__Task__
The answer is the line that contains "<button>−</button>" followed by every later line of the entries below, each repeated exactly, and nothing else.

[[ Recorded data, beginning ]]

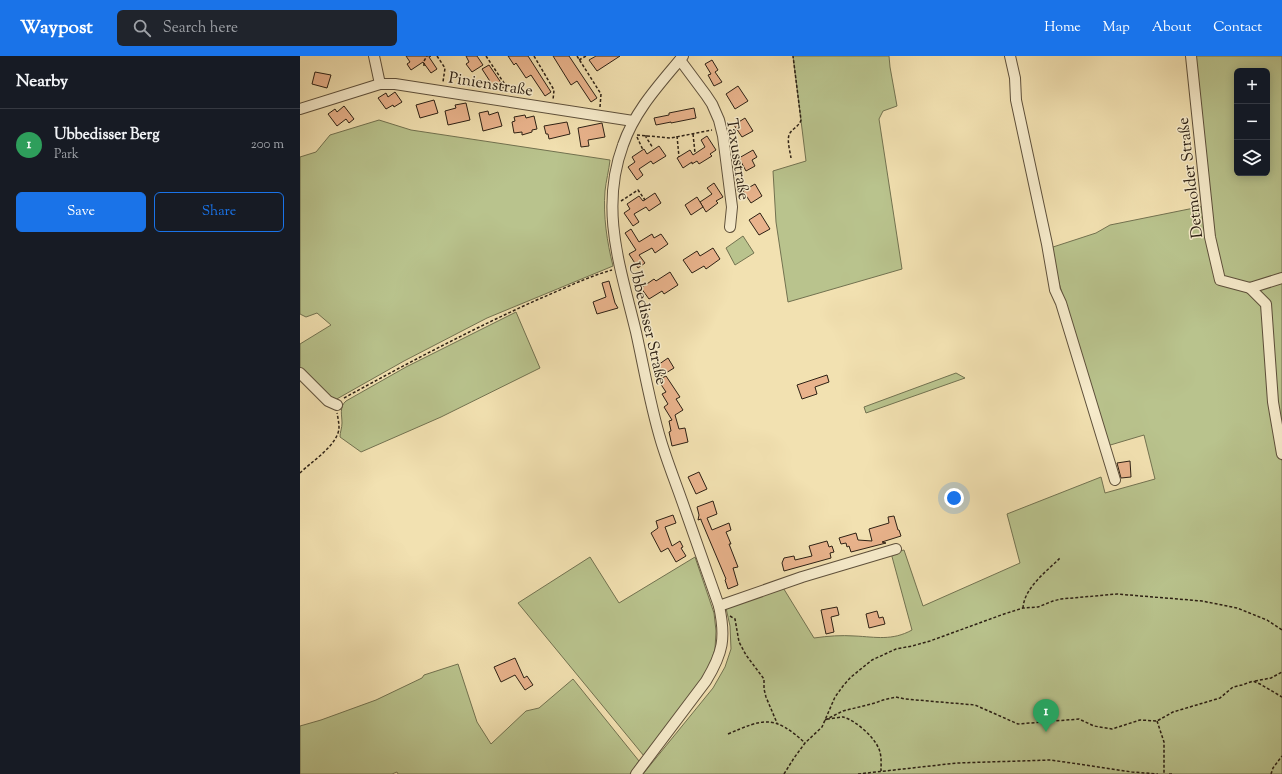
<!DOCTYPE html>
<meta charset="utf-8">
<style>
body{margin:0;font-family:"Sorts Mill Goudy",serif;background:#20242c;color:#f1f3f6}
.controls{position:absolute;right:12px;top:12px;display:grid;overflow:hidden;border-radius:6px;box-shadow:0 2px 10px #0003}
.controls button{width:36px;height:36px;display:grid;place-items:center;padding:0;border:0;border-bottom:1px solid #363941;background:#171b24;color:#f1f3f6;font:20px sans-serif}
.you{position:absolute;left:654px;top:442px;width:14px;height:14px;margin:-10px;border:3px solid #fff;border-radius:50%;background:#1a73e8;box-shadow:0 0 0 6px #1a73e833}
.badge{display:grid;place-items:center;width:26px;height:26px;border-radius:50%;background:#1a73e8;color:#fff;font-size:13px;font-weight:700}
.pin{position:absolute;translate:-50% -33px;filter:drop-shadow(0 1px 2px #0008)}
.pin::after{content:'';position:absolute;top:21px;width:14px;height:12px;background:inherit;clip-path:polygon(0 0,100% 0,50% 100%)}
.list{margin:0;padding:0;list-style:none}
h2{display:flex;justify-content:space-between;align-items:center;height:52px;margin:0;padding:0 16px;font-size:17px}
h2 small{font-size:13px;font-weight:400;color:#9ea1a6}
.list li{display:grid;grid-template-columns:26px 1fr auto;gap:12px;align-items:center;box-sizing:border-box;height:72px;padding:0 16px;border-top:1px solid #363941}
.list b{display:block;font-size:15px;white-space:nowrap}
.list p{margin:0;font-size:13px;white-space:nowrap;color:#9ea1a6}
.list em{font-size:13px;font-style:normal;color:#9ea1a6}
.actions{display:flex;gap:8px;padding:12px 16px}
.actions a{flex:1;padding:9px 0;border:1px solid #1a73e8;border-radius:6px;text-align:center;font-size:14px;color:#1a73e8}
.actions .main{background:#1a73e8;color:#fff}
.icon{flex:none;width:22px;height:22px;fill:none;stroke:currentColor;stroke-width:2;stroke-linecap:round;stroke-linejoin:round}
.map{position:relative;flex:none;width:982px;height:718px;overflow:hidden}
header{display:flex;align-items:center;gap:24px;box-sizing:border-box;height:56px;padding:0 20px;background:#1a73e8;color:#fff}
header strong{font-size:19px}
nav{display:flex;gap:22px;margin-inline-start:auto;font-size:14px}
.search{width:280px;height:36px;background:#20242c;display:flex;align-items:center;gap:10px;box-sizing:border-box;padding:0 14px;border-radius:6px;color:#9ea1a6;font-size:15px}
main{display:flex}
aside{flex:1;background:#171b24}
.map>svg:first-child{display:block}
</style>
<header>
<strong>Waypost</strong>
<div class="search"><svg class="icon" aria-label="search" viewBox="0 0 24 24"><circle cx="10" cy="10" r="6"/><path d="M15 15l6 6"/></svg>Search here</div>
<nav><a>Home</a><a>Map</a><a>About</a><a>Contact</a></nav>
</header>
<main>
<aside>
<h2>Nearby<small></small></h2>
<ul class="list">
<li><span class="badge" style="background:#2e9e5b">1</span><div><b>Ubbedisser Berg</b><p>Park</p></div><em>200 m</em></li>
</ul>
<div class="actions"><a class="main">Save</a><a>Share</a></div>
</aside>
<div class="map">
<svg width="982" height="718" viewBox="0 0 982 718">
<rect width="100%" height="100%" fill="#f2e1b1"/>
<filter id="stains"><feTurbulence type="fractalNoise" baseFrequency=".005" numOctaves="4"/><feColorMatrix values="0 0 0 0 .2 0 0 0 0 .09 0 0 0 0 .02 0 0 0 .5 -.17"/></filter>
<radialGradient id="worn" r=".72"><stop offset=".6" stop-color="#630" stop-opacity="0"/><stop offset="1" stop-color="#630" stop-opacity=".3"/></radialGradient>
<!-- green -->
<g fill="#b9c38d" stroke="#727250" fill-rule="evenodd">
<polygon points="493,0 589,0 590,11 597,50 583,55 579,63 602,213 488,246 476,166 473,115 506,105"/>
<path d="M893,0H982V379L975,348L968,247L923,222L913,180ZM937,15H967V117H937Z"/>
<path d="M79,64L111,74L310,104C309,114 306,125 305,135C303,160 307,186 313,210L187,262L104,305L35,344L0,314V288L31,269L17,257L6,261L0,258V101L16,96L30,79Z"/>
<path d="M904,150L918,227C937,232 956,235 963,255L980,401L982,405V718H343L413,632L425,611L431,593L430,570L426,552L482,530L514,582C528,580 541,579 555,580C576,581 592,585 612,574L591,497L604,494L623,550L720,507L707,458L801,421L805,437L855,423L844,379L807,390L757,220L750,192L796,177L810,169Z"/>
<polygon points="443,180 454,197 435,209 426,192"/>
<path d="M216,256L240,312L141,361L61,396L40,381C40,376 42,372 42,367C42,359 39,351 46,345L106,311Z"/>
<polygon points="656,317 665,322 566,357 564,351"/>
<polygon points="290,501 319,547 395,501 414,557 416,575 415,593 410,609 400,625 344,700 218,547"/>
<polygon points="158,608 177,666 191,688 226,655 239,652 273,623 339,705 330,718 98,718 97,716 92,718 0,718 0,670 21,664 76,644 122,622 124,619"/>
</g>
<!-- building -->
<g fill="#e9b38c" stroke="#2c2014">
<polygon points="106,0 131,0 129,1 137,13 131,17 123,6 111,14 107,8 110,6"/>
<polygon points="166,0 177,0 183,9 172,16 166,8 169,6"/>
<polygon points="208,0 228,0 251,36 245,40 231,19 226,22 216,7 214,9"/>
<polygon points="253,0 269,0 297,42 291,46 277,25 271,29"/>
<polygon points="296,0 320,0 297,15 289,4"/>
<polygon points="412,4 418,14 415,16 422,26 414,30 408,19 411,18 405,8"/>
<polygon points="189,9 202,28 195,33 182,13"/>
<polygon points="15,16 31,19 27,32 12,28"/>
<polygon points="438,30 448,45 435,53 426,38"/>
<polygon points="95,36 102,46 94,51 93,49 86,53 78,42 86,37 88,41"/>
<polygon points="134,44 138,57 120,62 116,49"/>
<polygon points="166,47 170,64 148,69 145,55 156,52 155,49"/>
<polygon points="44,50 54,63 49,67 46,63 37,70 28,58 35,53 37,56"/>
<polygon points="394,52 396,62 371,67 371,66 356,69 354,62 369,59 369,57"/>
<polygon points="188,55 189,59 198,56 202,70 183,75 179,57"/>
<polygon points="225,59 226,62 234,60 237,73 232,74 232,76 222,79 222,76 214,77 212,66 215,65 214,61"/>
<polygon points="445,62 453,75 442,81 434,69"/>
<polygon points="267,66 270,78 249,83 248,78 246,78 244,70"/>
<polygon points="302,67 305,81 288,84 289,90 281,91 278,72"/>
<polygon points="407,80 416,94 410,98 412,100 399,108 397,105 392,108 392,106 383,112 377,102 390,94 393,99 405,91 401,84"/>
<polygon points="359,90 366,100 353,108 351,105 339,113 343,119 337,124 328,111 335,106 332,101 344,93 347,98"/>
<polygon points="453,94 457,101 452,104 455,110 446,115 439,102"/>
<polygon points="414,127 423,141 416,145 418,147 406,156 400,146 412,138 407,132"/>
<polygon points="455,128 462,140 451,147 443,135"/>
<polygon points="355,137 361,147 349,155 346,151 334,158 339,166 333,170 324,157 330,153 327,148 339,140 343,145"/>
<polygon points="397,141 403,151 391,159 385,149"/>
<polygon points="460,157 470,173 459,179 449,164"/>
<polygon points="331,173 339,186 352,178 354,182 361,178 368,188 355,197 352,192 339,199 345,207 338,212 329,198 336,194 325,177"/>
<polygon points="413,192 420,203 406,213 404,210 392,217 383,204 397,195 400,200"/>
<polygon points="370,216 378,229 364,238 362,235 349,243 341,232 354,223 356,225"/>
<polygon points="309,225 315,247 318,252 297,258 293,246 306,241 302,227"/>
<polygon points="368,302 374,312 361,320 355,311"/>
<polygon points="527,319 529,326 515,331 517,338 502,343 497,329"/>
<polygon points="366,320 380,341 376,343 383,354 375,359 379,373 385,372 388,386 372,390 369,376 371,375 369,365 372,364 364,351 368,348 362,338 366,336 358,324"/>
<polygon points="830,405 831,421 821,422 817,407"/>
<polygon points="399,416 407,433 396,438 388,421"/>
<polygon points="413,445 417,458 407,462 412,474 429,467 431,474 426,476 431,488 429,488 438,511 433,512 438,529 428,533 425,524 426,523 401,464 401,463 398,464 399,459 397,451"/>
<polygon points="373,459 376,467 365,471 372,490 380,485 383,491 381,492 386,500 376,506 368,492 361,496 351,477 358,472 356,465"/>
<polygon points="594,460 598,474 599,474 601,480 582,486 586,487 551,496 549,490 547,491 546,487 541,488 539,482 556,477 558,484 572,485 569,473 589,467 588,461"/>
<polygon points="527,485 529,491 532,490 534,496 530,497 531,502 484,515 482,507 484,502 494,500 495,504 512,500 509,490"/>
<polygon points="537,551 539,559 531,561 534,576 526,578 521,554"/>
<polygon points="577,555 579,562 583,561 585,568 569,572 566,558"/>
<polygon points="215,602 224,622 227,620 233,629 225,634 215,619 201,626 194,611"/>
</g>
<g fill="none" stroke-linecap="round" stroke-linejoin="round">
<defs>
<g id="minor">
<polyline points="74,0 80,28"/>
<polyline points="710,0 715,22 716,44 747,188 755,234 761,247 815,424"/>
<polyline points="891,0 910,181 920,224 950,232 982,222"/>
<polyline points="380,4 406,39 412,48 419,64 423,80 432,151 430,171"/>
<polyline points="0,53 80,28 95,28 333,65"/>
<polyline points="950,232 966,248 973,346 982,398"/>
<polyline points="0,317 28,345 37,349"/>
<polyline points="419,550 502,521 596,493"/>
<path d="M336,718L406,625C423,597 426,582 419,550C407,515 394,480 382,445C375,425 367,405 361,385C350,349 344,312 336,276C321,213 299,154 323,89C335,54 360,28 383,0"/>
</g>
</defs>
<!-- minor casing -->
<use href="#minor" stroke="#5e503b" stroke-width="12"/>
<!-- path -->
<g stroke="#2c2014" stroke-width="1.5" stroke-dasharray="3 2" stroke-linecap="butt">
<polyline points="137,0 145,12 143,26"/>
<polyline points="186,0 204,27 202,36"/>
<polyline points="234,0 254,34 253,44"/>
<polyline points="277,0 301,38 300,51"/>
<polyline points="279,4 286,0"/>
<polyline points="124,10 124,5 127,0"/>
<polyline points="393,78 395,97"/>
<polyline points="337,79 371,82 412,74"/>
<polyline points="346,79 346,81 353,92"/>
<polyline points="377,80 379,101"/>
<polyline points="337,81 343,94"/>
<path d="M491,102C490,95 487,85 489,79C491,73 499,71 501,64L493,0"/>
<polyline points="321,145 338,134 345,144"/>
<path d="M44,342C108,307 172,273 239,243C263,233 287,221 312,214"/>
<path d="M0,417C11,406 38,389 39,372C39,367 38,362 37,357"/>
<path d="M723,552C724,532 747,515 760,502"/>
<polyline points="430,560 435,563 439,586 446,599 464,623 464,633 466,641 477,667"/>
<polyline points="955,625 971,622 982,616"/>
<path d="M527,663C532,663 538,661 543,661C555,664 573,680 578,691C582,698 581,707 581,715"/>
<polyline points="525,664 543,655 575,647 583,644 596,641 605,643 675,649 718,668 779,663 794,670 812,673 840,664 857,665 873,656 920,642 933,631 942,629 953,625 960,628 982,641"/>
<polyline points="857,665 864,686 864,718"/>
<path d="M428,678C463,663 474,658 505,687"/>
<polyline points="484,718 494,702 505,687 522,671 535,641 543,630 551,621 572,604 596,593 612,590 630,585 704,558 723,552 738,551 753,545 761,543 817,538 902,545 937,552 967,564 982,574"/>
<polyline points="558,718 657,707 751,704 832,716 858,718"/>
<polyline points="869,718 874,718"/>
<polyline points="971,718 973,712 982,700"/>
</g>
<!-- minor -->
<use href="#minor" stroke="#f7eccc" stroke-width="10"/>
</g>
<g text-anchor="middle" stroke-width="3" stroke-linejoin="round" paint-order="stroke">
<!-- street labels -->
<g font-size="16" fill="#2c2014" stroke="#f7eccc">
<text transform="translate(191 27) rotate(9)" y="6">Pinienstraße</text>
<text transform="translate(439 103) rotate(81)" y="6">Taxusstraße</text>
<text transform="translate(889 122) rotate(-97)" y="6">Detmolder Straße</text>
<text transform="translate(349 267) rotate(77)" y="6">Ubbedisser Straße</text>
</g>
</g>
<rect width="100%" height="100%" filter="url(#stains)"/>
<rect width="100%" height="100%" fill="url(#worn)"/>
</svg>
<div class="controls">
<button>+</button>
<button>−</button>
<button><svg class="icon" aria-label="layers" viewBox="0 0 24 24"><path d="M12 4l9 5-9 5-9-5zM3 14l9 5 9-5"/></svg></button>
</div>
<div class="you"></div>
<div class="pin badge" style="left:746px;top:676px;background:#2e9e5b">1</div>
</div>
</main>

[[ Recorded data, end ]]

__Output for this exercise__
<button>−</button>
<button><svg class="icon" aria-label="layers" viewBox="0 0 24 24"><path d="M12 4l9 5-9 5-9-5zM3 14l9 5 9-5"/></svg></button>
</div>
<div class="you"></div>
<div class="pin badge" style="left:746px;top:676px;background:#2e9e5b">1</div>
</div>
</main>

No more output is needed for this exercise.